GOAL OF THE EXERCISE: Search the entries below for the word "dash" and copy each line that has it.

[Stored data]
====

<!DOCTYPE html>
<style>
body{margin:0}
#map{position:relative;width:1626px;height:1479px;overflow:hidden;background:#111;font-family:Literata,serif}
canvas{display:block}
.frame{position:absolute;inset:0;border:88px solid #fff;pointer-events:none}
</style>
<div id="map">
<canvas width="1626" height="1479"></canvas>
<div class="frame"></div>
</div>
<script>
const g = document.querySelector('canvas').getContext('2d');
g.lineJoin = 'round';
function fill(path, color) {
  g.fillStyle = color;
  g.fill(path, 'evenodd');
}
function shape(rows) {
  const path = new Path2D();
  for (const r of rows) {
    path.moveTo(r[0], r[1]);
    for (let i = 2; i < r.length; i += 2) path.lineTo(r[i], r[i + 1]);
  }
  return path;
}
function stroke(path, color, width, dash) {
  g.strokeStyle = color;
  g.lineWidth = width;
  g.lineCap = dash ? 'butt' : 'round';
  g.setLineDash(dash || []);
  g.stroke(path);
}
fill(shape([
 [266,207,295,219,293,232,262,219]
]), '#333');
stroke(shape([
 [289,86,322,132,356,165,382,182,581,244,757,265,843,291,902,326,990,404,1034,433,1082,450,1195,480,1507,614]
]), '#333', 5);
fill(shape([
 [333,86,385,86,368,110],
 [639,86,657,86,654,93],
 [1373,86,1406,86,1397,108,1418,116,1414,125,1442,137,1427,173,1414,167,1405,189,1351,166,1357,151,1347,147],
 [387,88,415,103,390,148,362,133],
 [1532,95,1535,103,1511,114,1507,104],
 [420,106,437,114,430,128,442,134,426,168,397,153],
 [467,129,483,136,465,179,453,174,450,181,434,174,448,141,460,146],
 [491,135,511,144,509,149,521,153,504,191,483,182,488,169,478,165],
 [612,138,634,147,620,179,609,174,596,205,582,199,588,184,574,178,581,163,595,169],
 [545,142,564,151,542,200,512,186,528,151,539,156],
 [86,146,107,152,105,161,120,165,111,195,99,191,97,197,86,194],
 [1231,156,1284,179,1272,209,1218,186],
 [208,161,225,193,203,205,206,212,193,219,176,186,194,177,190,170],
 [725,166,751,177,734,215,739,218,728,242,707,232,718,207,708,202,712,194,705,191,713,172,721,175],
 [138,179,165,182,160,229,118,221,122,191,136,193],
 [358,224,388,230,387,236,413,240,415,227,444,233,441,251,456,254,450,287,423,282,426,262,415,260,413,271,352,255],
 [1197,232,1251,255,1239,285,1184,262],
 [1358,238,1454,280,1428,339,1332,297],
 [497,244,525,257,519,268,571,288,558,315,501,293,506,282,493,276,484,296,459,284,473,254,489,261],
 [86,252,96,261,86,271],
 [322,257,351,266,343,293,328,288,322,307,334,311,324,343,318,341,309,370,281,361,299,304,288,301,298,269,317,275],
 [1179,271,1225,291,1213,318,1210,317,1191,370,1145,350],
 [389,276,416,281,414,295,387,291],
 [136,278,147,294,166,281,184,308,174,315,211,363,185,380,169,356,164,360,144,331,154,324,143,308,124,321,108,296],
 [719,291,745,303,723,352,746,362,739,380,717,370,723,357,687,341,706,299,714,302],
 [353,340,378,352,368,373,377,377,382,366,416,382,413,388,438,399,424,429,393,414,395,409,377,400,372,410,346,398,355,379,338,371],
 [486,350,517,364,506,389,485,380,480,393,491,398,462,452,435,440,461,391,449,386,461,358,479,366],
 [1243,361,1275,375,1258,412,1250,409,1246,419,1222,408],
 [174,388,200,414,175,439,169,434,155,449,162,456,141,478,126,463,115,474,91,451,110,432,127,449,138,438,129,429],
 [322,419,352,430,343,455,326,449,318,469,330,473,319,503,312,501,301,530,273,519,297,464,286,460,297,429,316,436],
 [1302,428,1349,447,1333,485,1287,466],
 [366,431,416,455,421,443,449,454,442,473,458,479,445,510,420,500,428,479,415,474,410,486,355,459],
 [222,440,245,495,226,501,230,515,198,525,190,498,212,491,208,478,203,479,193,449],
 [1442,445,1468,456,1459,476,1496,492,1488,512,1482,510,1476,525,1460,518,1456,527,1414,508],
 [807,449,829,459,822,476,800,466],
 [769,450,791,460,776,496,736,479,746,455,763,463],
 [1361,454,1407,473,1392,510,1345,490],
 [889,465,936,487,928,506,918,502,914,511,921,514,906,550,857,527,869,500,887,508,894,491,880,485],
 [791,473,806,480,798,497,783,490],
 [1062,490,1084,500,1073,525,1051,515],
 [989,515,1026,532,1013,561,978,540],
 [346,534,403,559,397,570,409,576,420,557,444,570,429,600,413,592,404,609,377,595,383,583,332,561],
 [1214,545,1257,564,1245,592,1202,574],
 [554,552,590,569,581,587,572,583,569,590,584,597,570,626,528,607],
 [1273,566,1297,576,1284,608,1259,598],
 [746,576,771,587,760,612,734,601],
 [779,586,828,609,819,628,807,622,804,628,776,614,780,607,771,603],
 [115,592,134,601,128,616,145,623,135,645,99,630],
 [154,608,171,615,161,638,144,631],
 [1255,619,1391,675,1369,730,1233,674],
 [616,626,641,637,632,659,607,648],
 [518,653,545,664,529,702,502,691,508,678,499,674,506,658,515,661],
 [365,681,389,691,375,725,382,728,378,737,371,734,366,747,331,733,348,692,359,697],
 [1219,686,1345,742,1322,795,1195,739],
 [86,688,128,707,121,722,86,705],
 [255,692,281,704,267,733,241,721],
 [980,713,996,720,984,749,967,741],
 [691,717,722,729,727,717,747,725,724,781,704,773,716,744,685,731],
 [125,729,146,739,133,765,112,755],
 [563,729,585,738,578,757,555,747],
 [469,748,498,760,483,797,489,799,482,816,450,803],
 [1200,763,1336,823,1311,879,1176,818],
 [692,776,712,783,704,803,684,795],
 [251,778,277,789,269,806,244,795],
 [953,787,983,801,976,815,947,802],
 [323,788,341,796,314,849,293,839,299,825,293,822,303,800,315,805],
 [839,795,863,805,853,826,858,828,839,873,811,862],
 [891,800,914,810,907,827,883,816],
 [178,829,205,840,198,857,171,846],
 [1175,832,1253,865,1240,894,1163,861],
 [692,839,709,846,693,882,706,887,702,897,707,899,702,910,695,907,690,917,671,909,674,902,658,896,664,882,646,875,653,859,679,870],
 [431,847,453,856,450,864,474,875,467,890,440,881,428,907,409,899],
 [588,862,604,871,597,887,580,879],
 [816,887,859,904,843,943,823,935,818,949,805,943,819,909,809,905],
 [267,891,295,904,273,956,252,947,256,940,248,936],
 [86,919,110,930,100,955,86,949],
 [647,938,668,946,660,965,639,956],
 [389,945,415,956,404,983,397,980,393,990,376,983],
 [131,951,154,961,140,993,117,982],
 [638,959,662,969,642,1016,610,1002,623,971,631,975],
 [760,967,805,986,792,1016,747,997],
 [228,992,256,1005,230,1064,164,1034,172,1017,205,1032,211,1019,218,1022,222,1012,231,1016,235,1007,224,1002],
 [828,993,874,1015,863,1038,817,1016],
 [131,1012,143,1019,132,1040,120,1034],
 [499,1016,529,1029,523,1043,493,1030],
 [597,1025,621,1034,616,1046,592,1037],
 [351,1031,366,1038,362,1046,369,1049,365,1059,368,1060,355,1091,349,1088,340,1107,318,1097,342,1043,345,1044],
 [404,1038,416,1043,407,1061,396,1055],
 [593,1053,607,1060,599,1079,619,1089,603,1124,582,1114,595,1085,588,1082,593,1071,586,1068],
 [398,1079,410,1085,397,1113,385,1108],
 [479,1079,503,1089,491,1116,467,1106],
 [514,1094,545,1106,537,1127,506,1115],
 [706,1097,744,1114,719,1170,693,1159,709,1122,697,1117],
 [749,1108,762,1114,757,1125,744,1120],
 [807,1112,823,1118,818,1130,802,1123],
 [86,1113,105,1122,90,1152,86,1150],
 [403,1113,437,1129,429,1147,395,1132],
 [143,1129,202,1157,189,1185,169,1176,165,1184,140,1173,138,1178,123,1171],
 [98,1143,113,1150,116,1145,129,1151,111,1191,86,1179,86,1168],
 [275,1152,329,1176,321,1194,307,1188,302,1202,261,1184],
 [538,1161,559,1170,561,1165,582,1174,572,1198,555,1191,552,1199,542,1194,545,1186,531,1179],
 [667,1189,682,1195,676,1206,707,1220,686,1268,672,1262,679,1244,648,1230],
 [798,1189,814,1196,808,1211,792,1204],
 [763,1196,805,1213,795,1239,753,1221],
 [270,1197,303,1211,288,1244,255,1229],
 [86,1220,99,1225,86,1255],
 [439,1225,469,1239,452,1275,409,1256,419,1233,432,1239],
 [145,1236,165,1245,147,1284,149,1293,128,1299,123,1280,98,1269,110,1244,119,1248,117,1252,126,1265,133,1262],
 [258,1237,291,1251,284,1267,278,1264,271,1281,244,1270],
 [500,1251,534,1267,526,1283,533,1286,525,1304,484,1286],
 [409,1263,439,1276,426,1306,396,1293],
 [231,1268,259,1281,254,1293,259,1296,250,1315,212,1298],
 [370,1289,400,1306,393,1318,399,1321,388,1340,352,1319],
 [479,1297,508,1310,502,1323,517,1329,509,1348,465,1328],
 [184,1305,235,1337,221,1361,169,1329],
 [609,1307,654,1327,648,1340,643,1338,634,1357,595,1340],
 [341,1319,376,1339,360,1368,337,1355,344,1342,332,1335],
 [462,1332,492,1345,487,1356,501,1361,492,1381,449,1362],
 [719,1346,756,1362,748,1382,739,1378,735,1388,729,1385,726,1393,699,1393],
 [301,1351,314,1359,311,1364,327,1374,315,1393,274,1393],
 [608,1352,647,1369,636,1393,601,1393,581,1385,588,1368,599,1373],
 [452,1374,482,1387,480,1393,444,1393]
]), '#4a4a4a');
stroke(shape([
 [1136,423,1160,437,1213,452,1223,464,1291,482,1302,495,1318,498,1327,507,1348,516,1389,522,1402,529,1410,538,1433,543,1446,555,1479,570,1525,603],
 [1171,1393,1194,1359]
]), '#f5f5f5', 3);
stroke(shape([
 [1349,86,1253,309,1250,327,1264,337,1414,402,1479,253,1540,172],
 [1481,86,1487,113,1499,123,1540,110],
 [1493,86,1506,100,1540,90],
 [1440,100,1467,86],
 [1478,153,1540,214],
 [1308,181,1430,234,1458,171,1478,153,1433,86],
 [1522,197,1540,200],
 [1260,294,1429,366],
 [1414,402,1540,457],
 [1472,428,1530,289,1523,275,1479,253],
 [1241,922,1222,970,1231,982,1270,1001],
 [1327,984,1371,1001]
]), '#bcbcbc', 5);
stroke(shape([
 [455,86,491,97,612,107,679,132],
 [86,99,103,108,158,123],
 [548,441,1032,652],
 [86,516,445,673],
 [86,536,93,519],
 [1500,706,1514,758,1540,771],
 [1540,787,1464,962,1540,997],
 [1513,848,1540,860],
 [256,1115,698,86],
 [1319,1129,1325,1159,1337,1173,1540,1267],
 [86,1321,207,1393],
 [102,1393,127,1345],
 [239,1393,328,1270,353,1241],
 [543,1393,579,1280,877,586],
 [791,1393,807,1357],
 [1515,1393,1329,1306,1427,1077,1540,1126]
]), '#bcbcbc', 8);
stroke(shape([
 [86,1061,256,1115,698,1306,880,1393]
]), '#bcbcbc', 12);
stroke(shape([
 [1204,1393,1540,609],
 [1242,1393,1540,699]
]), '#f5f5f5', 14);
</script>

====

WRITTEN SOLUTION:
function stroke(path, color, width, dash) {
  g.lineCap = dash ? 'butt' : 'round';
  g.setLineDash(dash || []);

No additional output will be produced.